Chip Security Act
The Chip Security Act would direct the Secretary of Commerce to establish standards for chip security mechanisms on integrated circuit (IC) products and to implement a phased approach to requiring these security features for exports, reexports, and in-country transfers. The bill creates a two-tiered framework: (1) a set of primary security requirements (location verification) to be applied within about six months of enactment, and (2) a potential set of secondary security mechanisms that could be added later based on a formal assessment and congressional reporting. It also strengthens enforcement and reporting obligations for exporters and requires ongoing assessment and reporting on new chip security innovations for several years, with an emphasis on privacy and security of supply chains, export controls, and national security objectives.
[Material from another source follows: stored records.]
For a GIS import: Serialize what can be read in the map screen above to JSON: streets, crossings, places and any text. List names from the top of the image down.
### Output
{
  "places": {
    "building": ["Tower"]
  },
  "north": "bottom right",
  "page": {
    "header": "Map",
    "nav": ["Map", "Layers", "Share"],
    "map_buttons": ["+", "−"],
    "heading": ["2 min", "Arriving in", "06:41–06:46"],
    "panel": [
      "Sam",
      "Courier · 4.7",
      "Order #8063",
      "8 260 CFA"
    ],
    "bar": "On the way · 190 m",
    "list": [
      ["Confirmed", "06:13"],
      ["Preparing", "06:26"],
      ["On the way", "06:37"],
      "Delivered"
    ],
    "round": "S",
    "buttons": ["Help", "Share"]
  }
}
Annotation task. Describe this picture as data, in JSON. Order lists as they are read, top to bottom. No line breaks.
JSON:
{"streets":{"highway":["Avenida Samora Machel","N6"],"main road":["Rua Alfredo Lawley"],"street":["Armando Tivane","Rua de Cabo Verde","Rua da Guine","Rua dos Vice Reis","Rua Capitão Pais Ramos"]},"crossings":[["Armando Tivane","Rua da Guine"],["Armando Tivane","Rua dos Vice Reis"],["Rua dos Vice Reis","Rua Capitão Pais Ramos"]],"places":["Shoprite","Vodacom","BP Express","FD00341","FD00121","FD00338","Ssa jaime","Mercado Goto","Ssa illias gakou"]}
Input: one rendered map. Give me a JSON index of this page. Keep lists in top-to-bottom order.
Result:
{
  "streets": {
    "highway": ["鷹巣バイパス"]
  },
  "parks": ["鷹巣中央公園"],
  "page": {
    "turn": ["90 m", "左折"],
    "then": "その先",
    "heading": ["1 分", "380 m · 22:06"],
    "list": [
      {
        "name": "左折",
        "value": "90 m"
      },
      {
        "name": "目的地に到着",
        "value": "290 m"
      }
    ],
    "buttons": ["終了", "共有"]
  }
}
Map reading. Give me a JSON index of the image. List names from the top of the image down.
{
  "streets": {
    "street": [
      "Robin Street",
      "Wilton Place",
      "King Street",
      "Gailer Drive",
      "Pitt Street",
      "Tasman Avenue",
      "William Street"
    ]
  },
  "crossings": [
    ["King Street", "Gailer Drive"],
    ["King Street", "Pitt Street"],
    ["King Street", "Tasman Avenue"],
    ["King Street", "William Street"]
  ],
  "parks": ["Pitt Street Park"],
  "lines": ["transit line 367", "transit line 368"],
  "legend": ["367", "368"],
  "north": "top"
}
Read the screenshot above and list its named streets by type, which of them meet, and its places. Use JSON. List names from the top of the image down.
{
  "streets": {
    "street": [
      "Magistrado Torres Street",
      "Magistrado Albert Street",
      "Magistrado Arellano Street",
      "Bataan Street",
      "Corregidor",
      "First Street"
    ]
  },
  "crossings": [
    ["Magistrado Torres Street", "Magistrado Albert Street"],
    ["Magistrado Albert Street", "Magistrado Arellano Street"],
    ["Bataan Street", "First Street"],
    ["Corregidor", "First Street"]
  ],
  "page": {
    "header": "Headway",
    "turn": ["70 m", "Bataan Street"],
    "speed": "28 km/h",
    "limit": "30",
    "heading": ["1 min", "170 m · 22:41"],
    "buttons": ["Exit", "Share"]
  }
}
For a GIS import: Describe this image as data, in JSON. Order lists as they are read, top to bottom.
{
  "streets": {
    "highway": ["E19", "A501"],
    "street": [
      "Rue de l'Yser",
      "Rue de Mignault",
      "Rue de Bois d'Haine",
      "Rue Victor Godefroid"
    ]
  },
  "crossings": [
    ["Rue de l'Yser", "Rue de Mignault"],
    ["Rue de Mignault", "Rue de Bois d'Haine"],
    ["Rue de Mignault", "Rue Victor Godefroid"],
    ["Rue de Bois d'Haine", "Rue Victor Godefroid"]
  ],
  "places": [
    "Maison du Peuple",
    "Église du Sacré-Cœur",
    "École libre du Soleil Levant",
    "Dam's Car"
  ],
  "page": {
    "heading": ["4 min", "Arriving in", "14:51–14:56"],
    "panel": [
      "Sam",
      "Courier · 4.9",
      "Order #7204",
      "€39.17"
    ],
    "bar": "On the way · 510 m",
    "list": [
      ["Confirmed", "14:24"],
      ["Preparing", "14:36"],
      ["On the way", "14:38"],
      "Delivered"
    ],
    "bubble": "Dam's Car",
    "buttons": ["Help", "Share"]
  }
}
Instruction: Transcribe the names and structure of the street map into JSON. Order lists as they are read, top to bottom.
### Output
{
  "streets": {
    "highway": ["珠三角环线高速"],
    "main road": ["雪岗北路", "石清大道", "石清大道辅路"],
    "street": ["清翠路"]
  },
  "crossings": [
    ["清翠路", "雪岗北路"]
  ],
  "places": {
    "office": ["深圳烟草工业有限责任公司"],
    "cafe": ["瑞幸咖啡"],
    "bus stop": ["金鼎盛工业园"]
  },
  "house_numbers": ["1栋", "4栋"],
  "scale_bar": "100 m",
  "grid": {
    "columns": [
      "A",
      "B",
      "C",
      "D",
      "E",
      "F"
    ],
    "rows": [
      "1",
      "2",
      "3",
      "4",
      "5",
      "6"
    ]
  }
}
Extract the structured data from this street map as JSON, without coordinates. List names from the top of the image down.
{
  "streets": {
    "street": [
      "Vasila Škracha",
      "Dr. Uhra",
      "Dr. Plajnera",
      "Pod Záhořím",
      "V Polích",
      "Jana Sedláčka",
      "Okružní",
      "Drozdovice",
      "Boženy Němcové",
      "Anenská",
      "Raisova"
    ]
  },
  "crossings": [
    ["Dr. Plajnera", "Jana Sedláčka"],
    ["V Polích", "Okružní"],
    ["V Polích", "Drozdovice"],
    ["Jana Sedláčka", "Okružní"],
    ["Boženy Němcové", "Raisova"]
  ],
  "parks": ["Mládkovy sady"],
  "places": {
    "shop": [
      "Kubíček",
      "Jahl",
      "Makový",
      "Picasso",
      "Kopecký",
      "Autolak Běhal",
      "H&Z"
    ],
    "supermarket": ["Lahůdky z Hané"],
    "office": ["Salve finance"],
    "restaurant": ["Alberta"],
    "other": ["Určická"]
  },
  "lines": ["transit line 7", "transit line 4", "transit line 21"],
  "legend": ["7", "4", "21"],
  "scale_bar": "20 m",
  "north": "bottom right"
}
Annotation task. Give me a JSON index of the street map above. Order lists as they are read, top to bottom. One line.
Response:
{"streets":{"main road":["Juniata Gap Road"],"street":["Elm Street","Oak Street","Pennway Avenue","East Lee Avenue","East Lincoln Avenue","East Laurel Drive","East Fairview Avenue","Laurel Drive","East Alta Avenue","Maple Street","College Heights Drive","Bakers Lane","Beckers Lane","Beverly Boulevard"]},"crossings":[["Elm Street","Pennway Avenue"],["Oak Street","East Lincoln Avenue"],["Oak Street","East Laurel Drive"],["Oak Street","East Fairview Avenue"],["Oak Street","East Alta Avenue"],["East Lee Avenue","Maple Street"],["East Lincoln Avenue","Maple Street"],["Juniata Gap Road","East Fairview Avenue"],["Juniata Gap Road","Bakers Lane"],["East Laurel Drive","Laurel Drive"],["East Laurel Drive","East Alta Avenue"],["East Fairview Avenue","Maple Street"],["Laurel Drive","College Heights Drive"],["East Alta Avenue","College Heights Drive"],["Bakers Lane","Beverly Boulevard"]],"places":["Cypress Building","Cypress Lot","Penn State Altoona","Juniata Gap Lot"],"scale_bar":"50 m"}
In short, the bill aims to harden U.S.-made or U.S.-exported ICs against tampering, diversion, and unauthorized use by mandating verifiable security features, expanding oversight, and building a dynamic, Congress-reviewed plan for additional protections and export-control flexibility.
Key Points
- 1Primary chip security requirement: Within 180 days, every covered IC product must include chip security mechanisms that implement location verification before export, reexport, or in-country transfer to a foreign country.
- 2Reporting for licensees: Within 180 days, exporters with licenses under the Export Control Reform Act must promptly report if a product ends up somewhere other than the licensed location, is diverted to an unintended user, or has been tampered with or had security mechanisms disabled or spoofed.
- 3Development of secondary mechanisms: Within one year, the Secretary must assess additional security mechanisms (beyond the primary location-verification requirement) to improve export-control compliance, deter unauthorized use, detect smuggling, and support national security goals; if appropriate, the Secretary must develop requirements for these secondary mechanisms.
- 4Evaluation framework: The assessment must analyze feasibility, reliability, effectiveness, costs (including performance impact and potential new vulnerabilities), benefits (including increased compliance and deterrence), and vulnerabilities to tampering or manipulation. It also must estimate costs to implement at-scale.
- 5Reporting on secondary mechanisms: The Secretary must provide a Congress report within one year (unclassified with a possible classified annex) identifying which secondary mechanisms, if any, should be added and outlining a roadmap for implementation.
- 6Implementation timeline for secondary mechanisms: If mechanisms are deemed appropriate, they must be required for all covered IC products within two years of completing the assessment, with privacy and confidentiality prioritized.
- 7Enforcement and record-keeping: The Secretary may verify ownership and location of exported or transferred products, maintain records including location and end-user, and require licensees to supply needed information to maintain those records.
- 8Ongoing vigilance: For three years, the Secretary must conduct annual assessments of new chip security mechanisms developed in the prior year and report to Congress on findings, including whether new mechanisms should replace or augment existing secondary measures, and recommendations to modify export controls to allow more flexible exports to allied countries when security mechanisms are in place.
- 9Sense of Congress: The bill expresses broad intent that U.S. technology should underpin AI globally, support allies, protect hardware from diversion and tampering, improve export-control compliance, and enable broader, safer international distribution of advanced computing hardware.